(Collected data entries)

#####

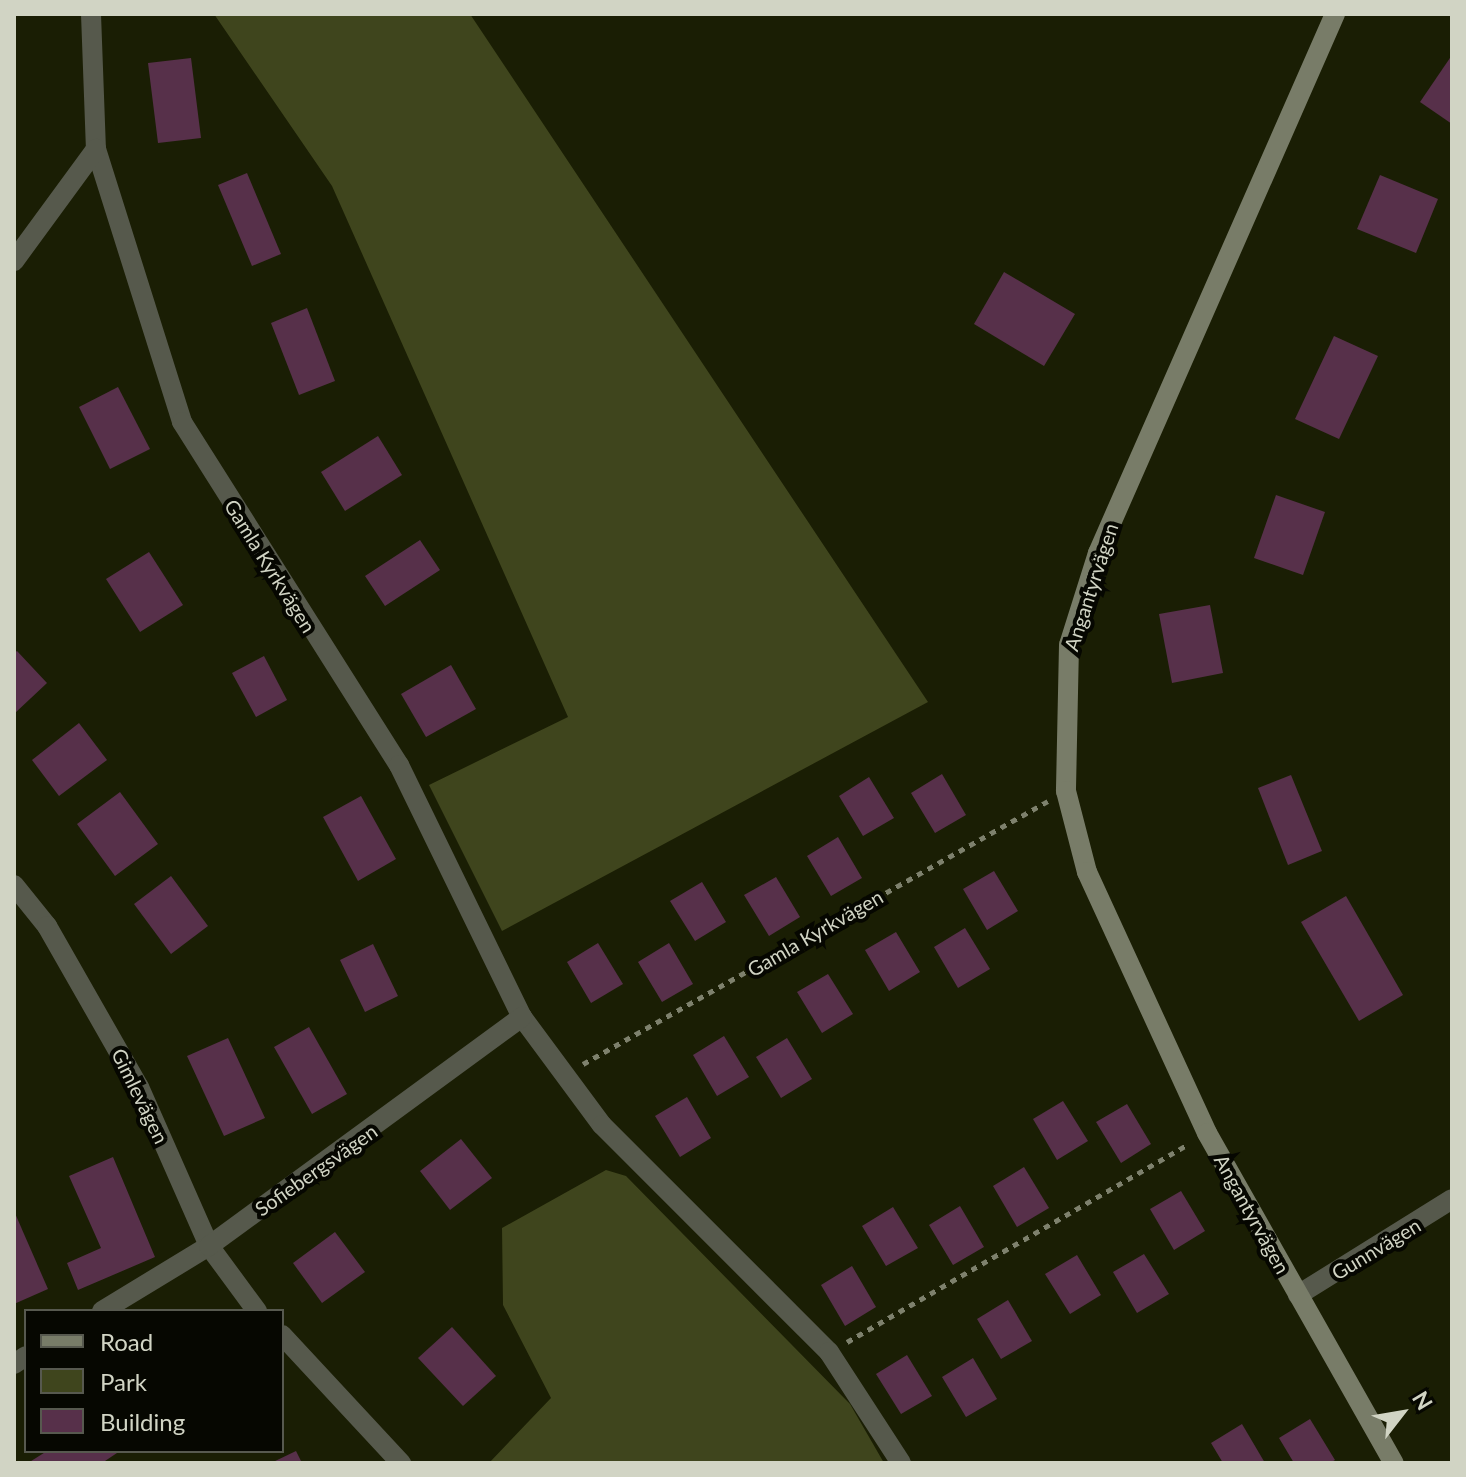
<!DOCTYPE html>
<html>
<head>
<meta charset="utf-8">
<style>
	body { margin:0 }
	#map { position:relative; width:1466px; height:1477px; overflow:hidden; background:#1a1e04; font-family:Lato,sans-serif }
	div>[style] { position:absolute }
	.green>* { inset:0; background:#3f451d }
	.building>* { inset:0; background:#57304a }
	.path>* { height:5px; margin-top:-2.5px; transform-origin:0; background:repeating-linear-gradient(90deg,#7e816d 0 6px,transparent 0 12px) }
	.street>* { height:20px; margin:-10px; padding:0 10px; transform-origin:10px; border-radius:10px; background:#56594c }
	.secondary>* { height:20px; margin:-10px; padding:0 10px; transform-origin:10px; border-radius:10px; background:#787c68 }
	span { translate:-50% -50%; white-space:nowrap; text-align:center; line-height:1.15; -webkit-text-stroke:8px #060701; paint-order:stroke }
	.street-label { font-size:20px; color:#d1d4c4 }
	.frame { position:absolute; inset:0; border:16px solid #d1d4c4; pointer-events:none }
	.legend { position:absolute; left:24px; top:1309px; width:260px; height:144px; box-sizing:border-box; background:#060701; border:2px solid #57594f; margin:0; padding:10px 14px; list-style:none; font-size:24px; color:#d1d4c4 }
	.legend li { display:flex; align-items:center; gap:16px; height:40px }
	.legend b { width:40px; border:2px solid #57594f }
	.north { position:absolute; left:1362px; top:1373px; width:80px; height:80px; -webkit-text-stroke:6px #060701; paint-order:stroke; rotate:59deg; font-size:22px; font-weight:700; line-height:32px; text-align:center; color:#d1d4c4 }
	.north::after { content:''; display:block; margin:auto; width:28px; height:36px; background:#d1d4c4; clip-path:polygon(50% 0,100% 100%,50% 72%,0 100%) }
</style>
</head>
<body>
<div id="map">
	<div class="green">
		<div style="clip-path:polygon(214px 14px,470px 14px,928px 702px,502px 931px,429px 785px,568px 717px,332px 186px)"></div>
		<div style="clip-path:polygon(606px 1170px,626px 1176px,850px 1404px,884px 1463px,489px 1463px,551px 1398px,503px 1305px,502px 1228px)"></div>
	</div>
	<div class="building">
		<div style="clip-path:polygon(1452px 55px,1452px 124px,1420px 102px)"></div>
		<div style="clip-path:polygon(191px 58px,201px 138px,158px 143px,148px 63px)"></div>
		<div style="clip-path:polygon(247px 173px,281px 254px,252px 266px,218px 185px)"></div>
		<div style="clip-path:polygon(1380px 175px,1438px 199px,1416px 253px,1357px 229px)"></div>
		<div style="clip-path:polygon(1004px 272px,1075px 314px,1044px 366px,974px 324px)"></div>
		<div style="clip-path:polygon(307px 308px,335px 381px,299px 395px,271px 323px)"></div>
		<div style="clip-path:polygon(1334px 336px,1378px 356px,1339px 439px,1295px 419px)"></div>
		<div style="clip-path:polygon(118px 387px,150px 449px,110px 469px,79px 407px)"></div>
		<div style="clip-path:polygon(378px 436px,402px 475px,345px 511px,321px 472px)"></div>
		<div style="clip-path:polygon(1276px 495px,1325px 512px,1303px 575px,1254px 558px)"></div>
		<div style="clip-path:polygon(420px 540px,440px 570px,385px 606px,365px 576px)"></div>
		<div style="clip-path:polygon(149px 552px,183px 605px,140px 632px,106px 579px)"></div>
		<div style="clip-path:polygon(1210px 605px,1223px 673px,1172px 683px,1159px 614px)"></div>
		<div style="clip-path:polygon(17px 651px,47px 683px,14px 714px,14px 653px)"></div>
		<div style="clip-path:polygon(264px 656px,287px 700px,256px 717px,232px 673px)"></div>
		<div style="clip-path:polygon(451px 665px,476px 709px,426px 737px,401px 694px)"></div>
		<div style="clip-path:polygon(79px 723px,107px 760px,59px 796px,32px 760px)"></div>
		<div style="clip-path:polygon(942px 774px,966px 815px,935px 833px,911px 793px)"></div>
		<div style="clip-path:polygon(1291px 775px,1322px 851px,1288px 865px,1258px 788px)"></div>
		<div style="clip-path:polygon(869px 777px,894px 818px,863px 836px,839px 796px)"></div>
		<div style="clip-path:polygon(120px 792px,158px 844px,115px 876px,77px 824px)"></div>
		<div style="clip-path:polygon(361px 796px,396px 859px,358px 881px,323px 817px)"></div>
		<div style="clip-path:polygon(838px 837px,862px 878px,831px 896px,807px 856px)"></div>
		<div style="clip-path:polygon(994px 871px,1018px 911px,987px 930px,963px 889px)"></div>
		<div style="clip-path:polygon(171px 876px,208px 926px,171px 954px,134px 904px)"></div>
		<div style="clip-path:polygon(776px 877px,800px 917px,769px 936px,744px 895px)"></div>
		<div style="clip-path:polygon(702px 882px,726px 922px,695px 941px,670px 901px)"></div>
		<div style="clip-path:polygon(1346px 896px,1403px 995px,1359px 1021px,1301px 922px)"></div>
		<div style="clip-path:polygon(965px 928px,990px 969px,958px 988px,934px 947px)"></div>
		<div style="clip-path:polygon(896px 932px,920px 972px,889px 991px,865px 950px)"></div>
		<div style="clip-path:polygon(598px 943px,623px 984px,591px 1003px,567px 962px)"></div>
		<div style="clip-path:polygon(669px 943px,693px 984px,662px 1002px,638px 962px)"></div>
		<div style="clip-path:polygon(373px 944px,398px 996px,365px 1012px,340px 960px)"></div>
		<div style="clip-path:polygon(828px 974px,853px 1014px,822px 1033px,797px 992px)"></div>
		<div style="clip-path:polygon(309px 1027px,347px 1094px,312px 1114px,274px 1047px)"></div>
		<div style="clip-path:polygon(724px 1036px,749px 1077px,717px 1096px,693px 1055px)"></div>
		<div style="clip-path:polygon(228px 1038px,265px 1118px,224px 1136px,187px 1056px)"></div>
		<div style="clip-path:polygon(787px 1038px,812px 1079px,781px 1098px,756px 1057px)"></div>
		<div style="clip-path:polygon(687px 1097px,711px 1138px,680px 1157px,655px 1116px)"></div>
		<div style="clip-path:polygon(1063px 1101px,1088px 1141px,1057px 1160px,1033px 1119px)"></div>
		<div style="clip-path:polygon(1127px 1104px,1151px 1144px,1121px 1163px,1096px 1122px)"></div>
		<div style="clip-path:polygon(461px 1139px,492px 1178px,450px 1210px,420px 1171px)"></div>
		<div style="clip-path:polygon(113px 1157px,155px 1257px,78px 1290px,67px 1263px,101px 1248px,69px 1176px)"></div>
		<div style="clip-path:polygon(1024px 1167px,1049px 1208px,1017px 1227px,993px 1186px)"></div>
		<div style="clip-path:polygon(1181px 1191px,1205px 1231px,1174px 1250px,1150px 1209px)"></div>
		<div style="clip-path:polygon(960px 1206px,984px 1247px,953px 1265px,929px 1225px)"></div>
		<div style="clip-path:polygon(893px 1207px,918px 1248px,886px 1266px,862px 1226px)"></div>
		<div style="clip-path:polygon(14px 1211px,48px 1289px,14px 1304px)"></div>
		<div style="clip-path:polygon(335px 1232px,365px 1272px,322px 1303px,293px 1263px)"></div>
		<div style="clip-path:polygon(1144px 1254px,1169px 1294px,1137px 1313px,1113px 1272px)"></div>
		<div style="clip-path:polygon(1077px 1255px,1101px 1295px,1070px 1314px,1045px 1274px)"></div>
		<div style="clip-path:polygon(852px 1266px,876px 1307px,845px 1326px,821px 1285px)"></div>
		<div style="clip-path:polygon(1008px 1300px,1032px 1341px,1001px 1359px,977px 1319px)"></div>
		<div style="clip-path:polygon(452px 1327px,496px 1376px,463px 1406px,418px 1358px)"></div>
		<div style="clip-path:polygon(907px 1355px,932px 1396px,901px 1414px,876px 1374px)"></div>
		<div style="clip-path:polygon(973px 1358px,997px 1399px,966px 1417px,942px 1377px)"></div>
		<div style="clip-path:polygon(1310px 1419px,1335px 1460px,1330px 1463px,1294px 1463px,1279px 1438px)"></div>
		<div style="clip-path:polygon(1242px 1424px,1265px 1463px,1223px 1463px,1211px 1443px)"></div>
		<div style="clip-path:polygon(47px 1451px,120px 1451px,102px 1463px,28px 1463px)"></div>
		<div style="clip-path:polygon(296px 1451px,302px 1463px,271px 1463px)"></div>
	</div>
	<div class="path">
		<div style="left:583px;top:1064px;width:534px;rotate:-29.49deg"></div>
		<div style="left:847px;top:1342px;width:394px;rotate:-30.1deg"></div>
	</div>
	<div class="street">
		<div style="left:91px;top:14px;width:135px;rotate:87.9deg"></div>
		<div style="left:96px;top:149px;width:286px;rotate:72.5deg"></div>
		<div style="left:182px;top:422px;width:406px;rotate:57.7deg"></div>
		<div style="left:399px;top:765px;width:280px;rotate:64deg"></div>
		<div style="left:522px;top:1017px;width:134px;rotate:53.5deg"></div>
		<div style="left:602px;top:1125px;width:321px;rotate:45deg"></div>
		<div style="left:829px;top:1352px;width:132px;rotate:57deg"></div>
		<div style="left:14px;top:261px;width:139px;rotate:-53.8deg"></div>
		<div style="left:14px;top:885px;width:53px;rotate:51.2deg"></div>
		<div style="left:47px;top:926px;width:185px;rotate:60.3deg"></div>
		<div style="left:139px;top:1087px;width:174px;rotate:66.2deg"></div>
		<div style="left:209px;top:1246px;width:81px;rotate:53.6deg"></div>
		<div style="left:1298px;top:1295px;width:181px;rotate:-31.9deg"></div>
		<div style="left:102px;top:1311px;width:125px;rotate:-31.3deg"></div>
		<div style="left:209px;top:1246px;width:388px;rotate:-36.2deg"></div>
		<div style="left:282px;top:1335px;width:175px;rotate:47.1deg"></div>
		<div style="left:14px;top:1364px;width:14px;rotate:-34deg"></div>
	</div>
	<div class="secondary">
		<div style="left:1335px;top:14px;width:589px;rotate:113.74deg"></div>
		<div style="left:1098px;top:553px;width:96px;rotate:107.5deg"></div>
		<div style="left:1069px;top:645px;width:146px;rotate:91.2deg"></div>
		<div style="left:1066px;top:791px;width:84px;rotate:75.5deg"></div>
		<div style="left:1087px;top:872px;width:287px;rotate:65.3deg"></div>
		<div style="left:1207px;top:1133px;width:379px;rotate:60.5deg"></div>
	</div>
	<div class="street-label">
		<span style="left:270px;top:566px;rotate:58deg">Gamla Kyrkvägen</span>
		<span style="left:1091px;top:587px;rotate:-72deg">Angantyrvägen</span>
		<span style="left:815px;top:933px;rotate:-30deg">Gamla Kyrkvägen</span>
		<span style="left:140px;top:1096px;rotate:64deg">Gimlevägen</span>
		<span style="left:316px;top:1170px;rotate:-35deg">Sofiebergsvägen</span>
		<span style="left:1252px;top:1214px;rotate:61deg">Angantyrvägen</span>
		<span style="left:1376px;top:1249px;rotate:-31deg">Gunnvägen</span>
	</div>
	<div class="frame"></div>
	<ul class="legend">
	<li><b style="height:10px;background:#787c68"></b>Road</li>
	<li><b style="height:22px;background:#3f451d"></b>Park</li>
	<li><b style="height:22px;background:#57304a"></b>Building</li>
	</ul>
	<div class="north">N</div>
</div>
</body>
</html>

#####

Assigned task =
Starting at the first line of the data, set down each line exactly until you have copied the line with "height:5px; margin-top:-2.5px; transform-origin:0;", but leave the pictures out.

Answer section =
<!DOCTYPE html>
<html>
<head>
<meta charset="utf-8">
<style>
	body { margin:0 }
	#map { position:relative; width:1466px; height:1477px; overflow:hidden; background:#1a1e04; font-family:Lato,sans-serif }
	div>[style] { position:absolute }
	.green>* { inset:0; background:#3f451d }
	.building>* { inset:0; background:#57304a }
	.path>* { height:5px; margin-top:-2.5px; transform-origin:0; background:repeating-linear-gradient(90deg,#7e816d 0 6px,transparent 0 12px) }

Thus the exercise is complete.